Ich glaube, dass wir einen kleinen Schritt bei Jasper und Marco gemacht haben, dass beide besser geworden sind. Ein Jonas Grof ist auch jung und hat ein Anrecht, eine dominante Rolle zu übernehmen, auch Joel Aminu klopft da an. Das nimmt den beiden anderen noch Jüngeren natürlich etwas weg, so ist der Zyklus in einer jungen Mannschaft.
Für die nächste Saison sind - bis auf die Entscheidung bei Grof - alle deutschen Positionen schon besetzt. Wie wollen Sie mit Neuzugängen den Kader weiterentwickeln, dass es noch mehr Ihre Mannschaft ist?
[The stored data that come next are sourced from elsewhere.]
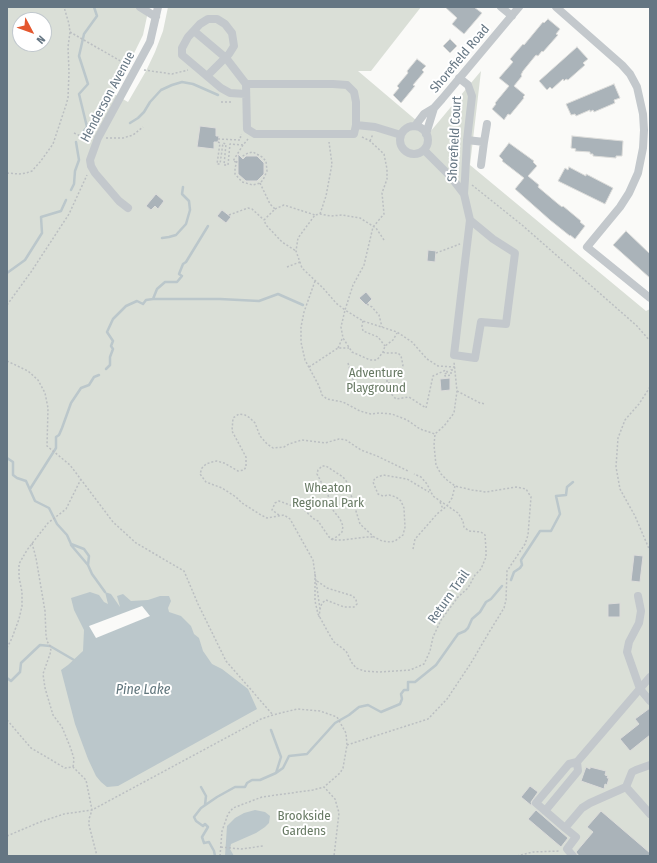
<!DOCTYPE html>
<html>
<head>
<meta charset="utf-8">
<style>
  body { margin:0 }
  #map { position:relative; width:657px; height:863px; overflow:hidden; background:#fafaf8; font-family:"Fira Sans Condensed",sans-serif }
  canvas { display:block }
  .frame { position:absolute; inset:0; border:8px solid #657683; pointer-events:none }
  .north { position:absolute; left:12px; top:12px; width:40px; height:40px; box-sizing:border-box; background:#fff; border:1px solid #c1c8cd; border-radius:50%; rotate:131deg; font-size:11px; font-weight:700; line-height:16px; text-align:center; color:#657683 }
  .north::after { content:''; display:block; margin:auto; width:14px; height:18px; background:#e4572e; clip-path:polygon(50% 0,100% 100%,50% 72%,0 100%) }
</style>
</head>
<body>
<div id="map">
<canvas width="657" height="863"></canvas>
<div class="frame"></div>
<div class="north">N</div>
</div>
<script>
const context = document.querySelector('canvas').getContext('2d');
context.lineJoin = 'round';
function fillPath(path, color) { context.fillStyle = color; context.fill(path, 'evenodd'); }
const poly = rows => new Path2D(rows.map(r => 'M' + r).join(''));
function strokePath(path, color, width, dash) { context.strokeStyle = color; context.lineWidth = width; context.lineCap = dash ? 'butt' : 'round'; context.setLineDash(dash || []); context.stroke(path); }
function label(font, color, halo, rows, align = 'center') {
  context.font = font + ' "Fira Sans Condensed",sans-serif'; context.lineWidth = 4; context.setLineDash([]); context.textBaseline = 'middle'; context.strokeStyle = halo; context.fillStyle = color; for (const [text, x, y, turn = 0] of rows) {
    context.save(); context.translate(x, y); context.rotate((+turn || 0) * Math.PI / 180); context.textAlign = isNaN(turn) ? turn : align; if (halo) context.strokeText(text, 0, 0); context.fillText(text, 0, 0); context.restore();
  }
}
fillPath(poly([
  [7,7,149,7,143,35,114,94,128,102,146,71,155,52,163,31,168,7,421,7,371,71,358,71,430,132,481,71,470,165,646,311,650,309,650,856,7,856],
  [20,20,44,20,44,44,20,44]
]), '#dadfd7');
fillPath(poly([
  [90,592,99,595,104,602,108,604,105,592,111,594,120,607,117,596,123,594,131,601,148,600,160,596,169,596,171,601,168,608,169,612,181,616,191,626,194,634,199,638,203,651,212,664,222,669,248,689,257,709,118,786,107,787,101,782,96,776,88,759,75,724,61,670,68,665,83,651,84,630,74,610,71,598],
  [255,810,265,812,270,816,269,823,265,827,256,833,231,844,230,849,234,856,225,856,227,826,235,818,244,813]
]), '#bbc7cb');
fillPath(poly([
  [142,606,150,616,96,638,89,626]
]), '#fafaf8');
strokePath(poly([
  [130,123,138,118,144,112,150,102,161,90,172,85,182,82,193,84,218,95],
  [83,132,87,127,79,94,88,84,79,56,84,34,97,16,94,7],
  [71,190,74,184,75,171,79,160,76,142],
  [162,238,169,237,176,235,186,224,190,210,189,201,182,194,183,187],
  [7,273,25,260,42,233,41,217,61,211,66,200],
  [153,299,220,299,259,301,278,294,303,305],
  [106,369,110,365,110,357,113,349,111,346,113,341,107,332,113,319,126,306,137,301,143,304,146,300,153,299,157,289,165,282,177,282,182,276,179,274,183,264,186,262,208,226],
  [7,458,13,462,13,475,17,478,26,481,35,501,49,508,57,524,67,535,71,544,84,549,89,556,88,565,92,574,105,592],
  [30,489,56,448,56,437,59,435,62,428,71,403,81,388,89,385,94,377,99,375],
  [71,545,88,565],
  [511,580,514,572,520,568,522,565,521,560,540,531,551,531,560,514,556,496,566,495,567,487,573,482],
  [7,678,11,681,20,672,21,663,40,645,50,646,74,660],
  [271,730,281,757,276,773],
  [201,787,206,796,205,805],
  [215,856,214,851,209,842,204,843,202,837,208,827,205,824,203,826,196,821,194,817,201,808,217,797,235,787,245,787,247,783,252,780,260,780,276,773,283,768,289,756,307,754,335,723,349,715,359,707,368,705,381,712,400,704,402,699,401,694,404,690,408,690,408,682,415,682,436,665,458,634,465,631,468,628,472,619,480,612,486,602,491,599,502,586]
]), '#bbc7cb', 2.5);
const building = poly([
  [445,7,474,7,482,13,464,34,452,24,457,18,445,7],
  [548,19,560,29,556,34,558,35,543,52,542,51,538,56,536,55,523,71,521,75,522,76,514,86,525,95,523,97,524,98,510,115,508,114,504,120,492,109,496,104,495,103,509,86,499,78,513,62,510,59,523,44,524,45,543,22,544,23,548,19],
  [450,39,457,46,450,53,443,46,450,39],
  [577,47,588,59,583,63,585,65,568,80,566,79,564,81,563,79,552,89,550,87,547,90,539,81,577,47],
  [417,59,426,66,422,70,424,72,413,85,415,86,401,103,393,95,399,88,397,86,408,73,407,71,417,59],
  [614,84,620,98,614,100,615,103,594,112,593,110,590,112,590,110,576,116,575,114,571,115,566,104,614,84],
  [200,126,216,128,216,136,219,136,218,142,214,142,214,149,197,147,200,126],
  [572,136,623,141,622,156,616,156,616,158,593,156,593,154,590,154,590,152,575,151,576,149,571,148,572,136],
  [509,143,534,161,533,162,537,166,528,176,539,185,538,187,557,203,562,207,563,206,581,221,580,222,585,226,575,239,570,235,570,236,550,220,515,189,524,178,502,161,503,160,499,156,509,143],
  [238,154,243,159,246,156,257,156,264,163,264,174,257,181,246,181,238,174,238,154],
  [569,167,586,176,586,174,613,188,605,204,558,181,565,168,568,170,569,167],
  [156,194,164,201,158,209,155,206,151,210,146,206,156,194],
  [222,210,231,217,226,223,217,216,222,210],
  [626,231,650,254,650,278,613,245,626,231],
  [428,250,436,251,435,262,427,261,428,250],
  [366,292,372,299,366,305,359,298,366,292],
  [450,378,450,390,441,391,440,379,450,378],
  [634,555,643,556,640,582,631,581,634,555],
  [620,603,620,617,608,617,608,604,620,603],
  [650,708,650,735,630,751,620,739,639,724,635,719,650,708],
  [586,767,590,769,590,767,606,771,605,775,608,776,607,778,609,778,607,785,605,784,604,789,581,781,586,767],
  [530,786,538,792,531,802,532,806,521,797,530,786],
  [536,810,568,838,561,847,528,819,536,810],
  [601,811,650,853,650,856,580,856,578,855,576,852,593,832,587,827,601,811]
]);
fillPath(building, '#aab3b9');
strokePath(building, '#dcdcda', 1);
strokePath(poly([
  [70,32,129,66],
  [144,70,172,74,188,70],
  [221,102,232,102],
  [74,133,89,140],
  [362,137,370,141,384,154,387,169,387,179,382,193,384,214,373,227,364,265,353,285,345,310,363,321,397,332,412,342,427,359,438,366,455,367],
  [106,138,123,138,133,135,143,127],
  [218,139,240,140,241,134],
  [370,141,373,134],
  [218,142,220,143,217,164,220,164,223,143,226,144,224,165,228,165,230,144,243,145],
  [237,161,235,168,235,174,242,182,253,185,260,183,263,180,267,171,266,161,262,157,253,152,248,153,241,157],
  [236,162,233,161,243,145,248,139],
  [7,173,19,174,26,173,32,171,40,162,53,144,66,105,68,98,69,72,68,47,70,32,69,24,64,7],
  [260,183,270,204,275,209,264,220,266,225,282,242,296,251],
  [472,185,522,225,637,326,650,341],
  [275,209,284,205,315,215],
  [320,214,326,196,332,164,329,142],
  [229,215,248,208,252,209,264,220],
  [384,240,376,228,360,218,342,215,331,216,320,214,315,215,298,238,296,251,302,268,323,288,336,303,345,310,341,327,343,338,352,352,370,360,377,360,383,352,385,346,393,340,397,333],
  [436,253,460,244],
  [287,267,300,262],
  [315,281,304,312,301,327,301,342,305,360,319,386,322,395,327,399,343,402,360,411,371,414,379,413,392,414,407,420,420,429,435,434],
  [367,304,372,307,379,315,382,327],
  [7,305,31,272,69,214,87,175],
  [363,321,362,326,363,331,378,337,385,346],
  [338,348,342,339],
  [383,352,385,353,398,353,401,356,403,365,399,378],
  [7,361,28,371,38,380,45,393,48,408,47,446,70,465,113,522,136,543,184,571,198,604,226,661,273,715],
  [348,363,354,383],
  [309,367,338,348,349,348],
  [371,374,374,372],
  [386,381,389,381,389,385,390,385],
  [650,387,639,404,625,420,618,438,616,467,620,489,635,516,650,551],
  [364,389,383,385,396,399,409,397,426,408,433,376,446,370,448,373,444,374,445,376,451,375,451,370,455,370],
  [457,391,480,403,486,404],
  [440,502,443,509],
  [279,515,272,510,275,503,279,501,290,505,302,508,314,519,318,521,329,537,333,539,338,536,342,532,343,526,340,519,332,509,328,495,317,474,318,470,322,466,326,466,343,477,347,482,360,524,374,537,382,541,391,542,395,541,403,535,405,527,404,508,401,501,396,497,389,495,383,496,378,494,373,482,375,478,383,475,407,479,429,492],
  [331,539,333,540,343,540,366,537,373,537],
  [32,543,36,558,45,611,46,635,47,641,50,646,51,651,43,674,45,688,53,715,62,727,71,749,74,759,73,767],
  [413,549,415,539,437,514,447,506,452,498,455,486],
  [315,574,315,601,318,614,329,634,334,642,346,651,352,663,356,668,364,671,379,672,410,670,424,664,430,651,433,637,441,620,458,597,468,588,475,575,481,569,486,557,486,550,485,535,481,532,469,531,464,527,463,521,458,513,433,496,427,484,421,477,414,474],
  [317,581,327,588,353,596,356,600,357,604,354,607,344,607,326,600,322,603,320,609,319,617],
  [320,609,313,560,290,519,284,515,267,518,261,515,242,503,236,497,222,488,206,482,200,474,202,468,206,464,212,462,217,461,224,463,238,471,244,470,246,467,246,457,232,431,233,418,239,414,245,415,250,418,255,423,260,436,267,444,273,448,284,447,289,444,302,440,325,443,339,439,346,440,361,450,377,456,408,471],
  [7,648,12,638,19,619,22,606,22,592,19,577,19,564,27,550,48,523,66,509,81,479],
  [7,720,31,748,65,768,73,767,86,780,92,810,89,819,89,825,97,856],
  [347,745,428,719,447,699,471,663,488,634,504,608,506,600,507,571,525,544,528,535,531,497,526,489,516,487,486,492,472,490,455,486,447,480,441,474,436,465,434,445,435,434,444,426,454,413,457,391,454,362],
  [7,836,40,822,64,814,92,810,261,719,273,715,297,709,320,711,337,717,346,733,347,745,343,768,340,773,324,787],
  [221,847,241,849,263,846],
  [220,856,222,831,228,814,233,808,262,797,313,790,324,787,335,799,339,813,334,856],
  [517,856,533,852,560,851]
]), '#bbbfc2', 1.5, [2, 2]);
strokePath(poly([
  [140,7,156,17],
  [501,7,512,16],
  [556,7,622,65,630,74,637,87,643,114,644,130,643,148,638,173,629,193,620,207,587,247,650,298],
  [194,31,226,58,246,84],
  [207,76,229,54,234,46,232,33,225,24,217,19,208,19,200,24,188,37,182,48,182,55,221,88,230,93,246,94],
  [459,78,468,85,472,96,467,140,465,179,464,194,470,220,454,355,475,358,481,322,506,324,515,253,493,239,470,220],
  [246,84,333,84,347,85,354,92,356,102,356,125,354,134,255,134,247,129,246,84],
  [356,125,375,127,401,135],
  [415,126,424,114,434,108,442,99,519,7],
  '400 140a14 14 0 1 1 28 0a14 14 0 1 1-28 0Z',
  [426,134,434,108],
  [467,140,484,142,487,124],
  [424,150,451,177,464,194],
  [481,165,484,142],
  [128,208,119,201,95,173,91,166,90,160,98,138,150,42,158,7],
  [638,596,641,611,639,623,629,642,627,652,640,689,650,701],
  [650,677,577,762,569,764,536,803,565,828,582,808,590,803,626,787,632,772,636,770,650,765],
  [626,787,650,814],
  [545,811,578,771,577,762],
  [565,828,576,837,567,849,573,856]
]), '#c3c8cc', 8);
label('13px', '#657683', '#fff', [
  ["Shorefield Road",460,59,-50],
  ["Henderson Avenue",108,97,-62],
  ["Shorefield Court",455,139,-87],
  ["Return Trail",449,597,-55]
]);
label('13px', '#687a64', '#fff', [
  ["Adventure",376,373],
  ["Playground",376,388],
  ["Wheaton",328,488],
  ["Regional Park",328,503],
  ["Brookside",304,816],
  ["Gardens",304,831]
]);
label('italic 14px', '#60757c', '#fff', [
  ["Pine Lake",143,690]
]);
</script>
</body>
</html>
Das Team ist toll zusammengestellt und passt, es ist charakterstark. Da gibt es kein Superstar-Gehabe, das ist die klare Maßgabe von Matthias Grothe gewesen. Man muss mit der Mannschaft ja zweimal am Tag arbeiten wollen - und ich bin noch nicht einmal in die Halle gekommen, wo das nicht so war. Die Rekrutierung von Matze war ganz klar, er hatte zwei Einser, zwei Zweier, zwei Dreier und so weiter. Die Hierarchie war klar, wer Backup von wem ist.
Meine Sicht ist ein bisschen anders, ich sehe die einzelnen Positionen variabler und werde meine Ideen zu dieser Liga und dieser Mannschaft einbringen. Etwa, ob wir auf der Position von Aminu aktiv nach einem amerikanischen Spieler suchen müssen. Eine Lücke haben wir auf der Position des großen Flügelspielers, auf der wir noch nicht physisch genug besetzt sind. Da könnte man nachdenken, wie wir durch eine Umbesetzung an Kapital gewinnen können.
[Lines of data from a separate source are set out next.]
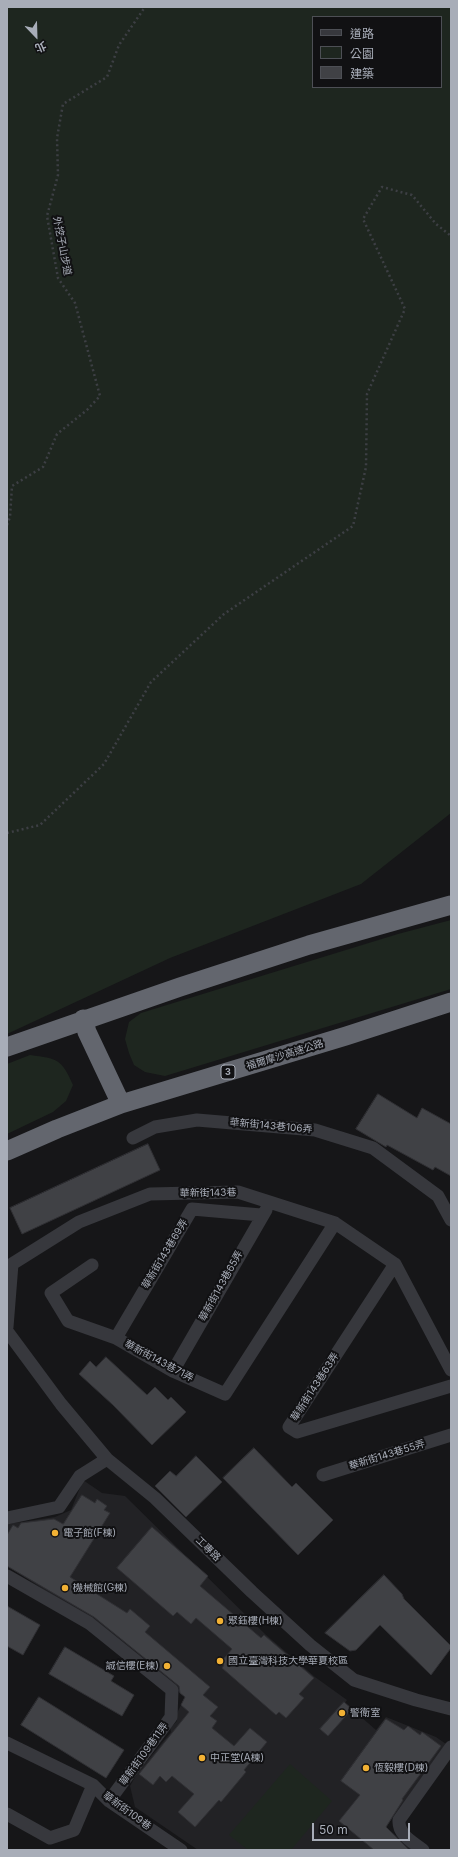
<!DOCTYPE html>
<meta charset="utf-8">
<style>
body{margin:0}
#map{position:relative;width:458px;height:1857px;overflow:hidden;background:#161618;font-family:Inter,"Noto Sans TC",sans-serif}
canvas{display:block}
.frame{position:absolute;inset:0;border:8px solid #a8adb8;pointer-events:none}
.legend{position:absolute;left:312px;top:16px;width:130px;height:72px;box-sizing:border-box;background:#111113;border:1px solid #4d4f55;margin:0;padding:5px 7px;list-style:none;font-size:12px;color:#a8adb8}
.legend li{display:flex;align-items:center;gap:8px;height:20px}
.legend b{width:20px;border:1px solid #4d4f55}
.north{position:absolute;left:16px;top:16px;width:40px;height:40px;-webkit-text-stroke:3px #111113;paint-order:stroke;rotate:157deg;font-size:11px;font-weight:700;line-height:16px;text-align:center;color:#a8adb8}
.north::after{content:'';display:block;margin:auto;width:14px;height:18px;background:#a8adb8;clip-path:polygon(50% 0,100% 100%,50% 72%,0 100%)}
.scale{position:absolute;left:312px;top:1823px;width:98px;height:18px;box-sizing:border-box;border:2px solid #a8adb8;border-top:0;padding-left:5px;font-size:12px;line-height:14px;white-space:nowrap;color:#a8adb8;-webkit-text-stroke:3px #111113;paint-order:stroke}
</style>
<div id="map">
<canvas width="458" height="1857"></canvas>
<div class="frame"></div>
<ul class="legend">
<li><b style="height:5px;background:#37383d"></b>道路</li>
<li><b style="height:11px;background:#1e261f"></b>公園</li>
<li><b style="height:11px;background:#404145"></b>建築</li>
</ul>
<div class="north">北</div>
<div class="scale">50 m</div>
</div>
<script>
const ctx = document.querySelector('canvas').getContext('2d');
ctx.lineJoin = 'round';
function fillPath(path, color) {
  ctx.fillStyle = color;
  ctx.fill(path, 'evenodd');
}
function strokePath(path, color, width, dash) {
  ctx.strokeStyle = color;
  ctx.lineWidth = width;
  ctx.lineCap = dash ? 'butt' : 'round';
  ctx.setLineDash(dash || []);
  ctx.stroke(path);
}
function drawText(font, color, halo, rows, align = 'center') {
  ctx.font = font + ' Inter,"Noto Sans TC",sans-serif';
  ctx.lineWidth = 4;
  ctx.setLineDash([]);
  ctx.textBaseline = 'middle';
  ctx.strokeStyle = halo;
  ctx.fillStyle = color;
  for (const [text, x, y, turn = 0] of rows) {
    ctx.save();
    ctx.translate(x, y);
    ctx.rotate((+turn || 0) * Math.PI / 180);
    ctx.textAlign = isNaN(turn) ? turn : align;
    if (halo) ctx.strokeText(text, 0, 0);
    ctx.fillText(text, 0, 0);
    ctx.restore();
  }
}
fillPath(new Path2D(`
 M83 1480 102 1493 125 1496 265 1634 315 1677 347 1700 345 1703 376 1730 386 1717 436 1737 446 1744 386 1827 413 1850H198L135 1807 130 1786 138 1772 171 1732 170 1728 177 1721V1713L185 1697 99 1625 7 1566V1524L55 1517 71 1510Z`), '#222225');
fillPath(new Path2D(`
 M7 7H451V813L361 884 170 958 7 1034ZM313 17H441V87H313Z
 M451 920V989L165 1076 145 1072 134 1065 129 1053 125 1039 129 1022 141 1013 398 934Z
 M30 1055C58 1059 61 1058 73 1085L66 1101 53 1112 7 1134V1064Z
 M290 1764 332 1801 291 1850H248L229 1835Z`), '#1e261f');
const building = new Path2D(`
 M378 1094 417 1118 422 1108 451 1124V1176L435 1167 433 1170 387 1145 386 1147 356 1129Z
 M148 1144 160 1170 22 1234 10 1208Z
 M106 1357 147 1395 155 1387 168 1400 171 1397 186 1412 152 1445 113 1405 79 1374 90 1361 96 1367Z
 M254 1448 292 1487 296 1483 333 1520 298 1555 223 1478Z
 M196 1456 222 1482 186 1517 155 1486 170 1471 176 1476Z
 M82 1495 95 1503 97 1499 107 1506 104 1510 110 1513 70 1577 127 1613 130 1609 150 1626 145 1632 210 1687 203 1695 218 1707 210 1716 217 1721 212 1728 234 1746 250 1728 267 1742 244 1770 246 1772 221 1802 219 1800 195 1827 178 1812 194 1794 172 1776 166 1782 160 1776 153 1785 139 1774 189 1712 181 1705 185 1697 180 1693 179 1686 94 1617 7 1566V1535L13 1525 18 1528 21 1523 54 1519 63 1524Z
 M152 1527 208 1576 200 1586 261 1638 264 1635 314 1678 299 1694 304 1698 286 1718 279 1712 276 1715 222 1668 224 1665 221 1662 232 1649 196 1618 191 1624 177 1612 173 1616 117 1568Z
 M384 1575 402 1594 404 1599 451 1646V1648L431 1675 380 1625 356 1650 350 1651 325 1633Z
 M7 1606 40 1625 23 1655 7 1646Z
 M65 1647 114 1676 111 1681 134 1695 122 1716 49 1674Z
 M39 1697 124 1750 106 1778 21 1725Z
 M344 1702 352 1709 328 1736 320 1729Z
 M386 1719 404 1730 408 1726 420 1735 422 1732 441 1746 402 1799 403 1800 386 1827 409 1850H374L339 1821 360 1795 341 1781Z`);
fillPath(building, '#404145');
strokePath(building, '#303034', 1);
strokePath(new Path2D(`
 M7 525 10 517 12 486 43 467 57 434 87 410 100 396 75 303 58 278 47 216 58 175 57 138 63 104 107 77 119 45 145 7
 M7 833 40 825 104 764 151 682 224 614 353 526 366 467 367 394 405 309 363 219 382 187 412 195 436 224 451 236`), '#3d3f44', 2.5, [2, 3]);
strokePath(new Path2D(`
 M133 1138 155 1127 197 1120 315 1130 373 1148 438 1196 451 1220
 M395 1264 289 1427 297 1432 451 1386
 M92 1265 51 1293 68 1321 116 1338 173 1371 225 1394 335 1223
 M7 1327 12 1264 79 1222 150 1194 238 1192 335 1223 395 1264 451 1370
 M7 1331 61 1404 107 1459 155 1498 252 1592 310 1645 354 1680 416 1700 451 1709
 M116 1338 192 1209 261 1215
 M173 1371 266 1210
 M323 1475 451 1435
 M7 1518 59 1507 80 1476 107 1459
 M7 1576 89 1623 172 1690 171 1717 109 1801
 M7 1743 93 1785 109 1801 181 1850
 M7 1814 50 1838 74 1830 93 1785
 M423 1850C413 1842 398 1835 399 1820L451 1747`), '#37383d', 13);
strokePath(new Path2D(`
 M83 1019 87 1032 121 1104
 M7 1047 180 987 309 945 451 905
 M7 1151 57 1129 121 1104 346 1036 451 1002`), '#63666e', 19);
for (const [x, y, r, color] of [
 [55,1533,4,"#f2b134"],
 [65,1588,4,"#f2b134"],
 [220,1621,4,"#f2b134"],
 [220,1661,4,"#f2b134"],
 [167,1666,4,"#f2b134"],
 [342,1713,4,"#f2b134"],
 [202,1758,4,"#f2b134"],
 [366,1768,4,"#f2b134"]
]) {
  const dot = new Path2D();
  dot.arc(x, y, r, 0, 2 * Math.PI);
  ctx.fillStyle = color;
  ctx.fill(dot);
  strokePath(dot, '#111113', 1.5);
}
for (const [x, y, w] of [
 [228,1072,14]
]) {
  const box = new Path2D();
  box.roundRect(x - w / 2, y - 7, w, 14, 3);
  ctx.fillStyle = '#111113';
  ctx.fill(box);
  strokePath(box, '#a8adb8', 1);
}
drawText('bold 9px', '#a8adb8', null, [
 ["3",228,1072]
]);
drawText('10px', '#a8adb8', '#111113', [
 ["外挖子山步道",62,246,79],
 ["福爾摩沙高速公路",285,1055,-17],
 ["華新街143巷106弄",271,1126,5],
 ["華新街143巷",208,1193,-1],
 ["華新街143巷69弄",165,1254,-59],
 ["華新街143巷65弄",221,1286,-61],
 ["華新街143巷71弄",159,1361,28],
 ["華新街143巷63弄",315,1387,-57],
 ["華新街143巷55弄",387,1455,-17],
 ["工專路",208,1549,44],
 ["華新街109巷11弄",144,1754,-54],
 ["華新街109巷",127,1811,36]
]);
drawText('10px', '#a8adb8', '#111113', [
 ["電子館(F棟)",63,1533],
 ["機械館(G棟)",73,1588],
 ["聚鈺樓(H棟)",228,1621],
 ["國立臺灣科技大學華夏校區",228,1661],
 ["誠信樓(E棟)",159,1666,"right"],
 ["警衛室",350,1713],
 ["中正堂(A棟)",210,1758],
 ["恆毅樓(D棟)",374,1768]
], 'left');
</script>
Privat ist noch nicht viel über Sie bekannt außer ihrem Geburtsort und zehn Jahren Tätigkeit in Luxemburg. Sind Sie eher Berliner oder Luxemburger?
Eigentlich bin jetzt Hagener, habe die Stadt sehr schätzen gelernt. Der Ruhrpott gefällt mir sehr gut, die Menschen sind sehr ehrlich und offen. Natürlich habe ich eine gewisse Luxemburger Prägung, ich war eine Dekade in dem Land, in Berlin dagegen habe ich seit 20 Jahren nicht gewohnt. Luxemburg steckt da mehr im Blut, aber ich werde gerade richtig warm mit Hagen.
In Luxemburg haben Sie sich offenkundig wohl gefühlt. Warum wollten Sie denn, als die kurzfristige Anfrage kam, Trainer in Hagen werden?
Die Herausforderung, die Intensität des Standorts Hagen, wie hier Basketball gelebt wird, ist ja nicht mit Luxemburg zu vergleichen. Ich hätte nicht krampfhaft jeden Job haben wollen, aber Phoenix Hagen, das ehemalige Brandt Hagen, da musste ich keine zwei Minuten drüber nachdenken. Die Trainer hier waren Identifikationsfiguren, haben sich einen Namen gemacht, das weiß man in Basketballkreisen über die deutschen Grenzen hinaus.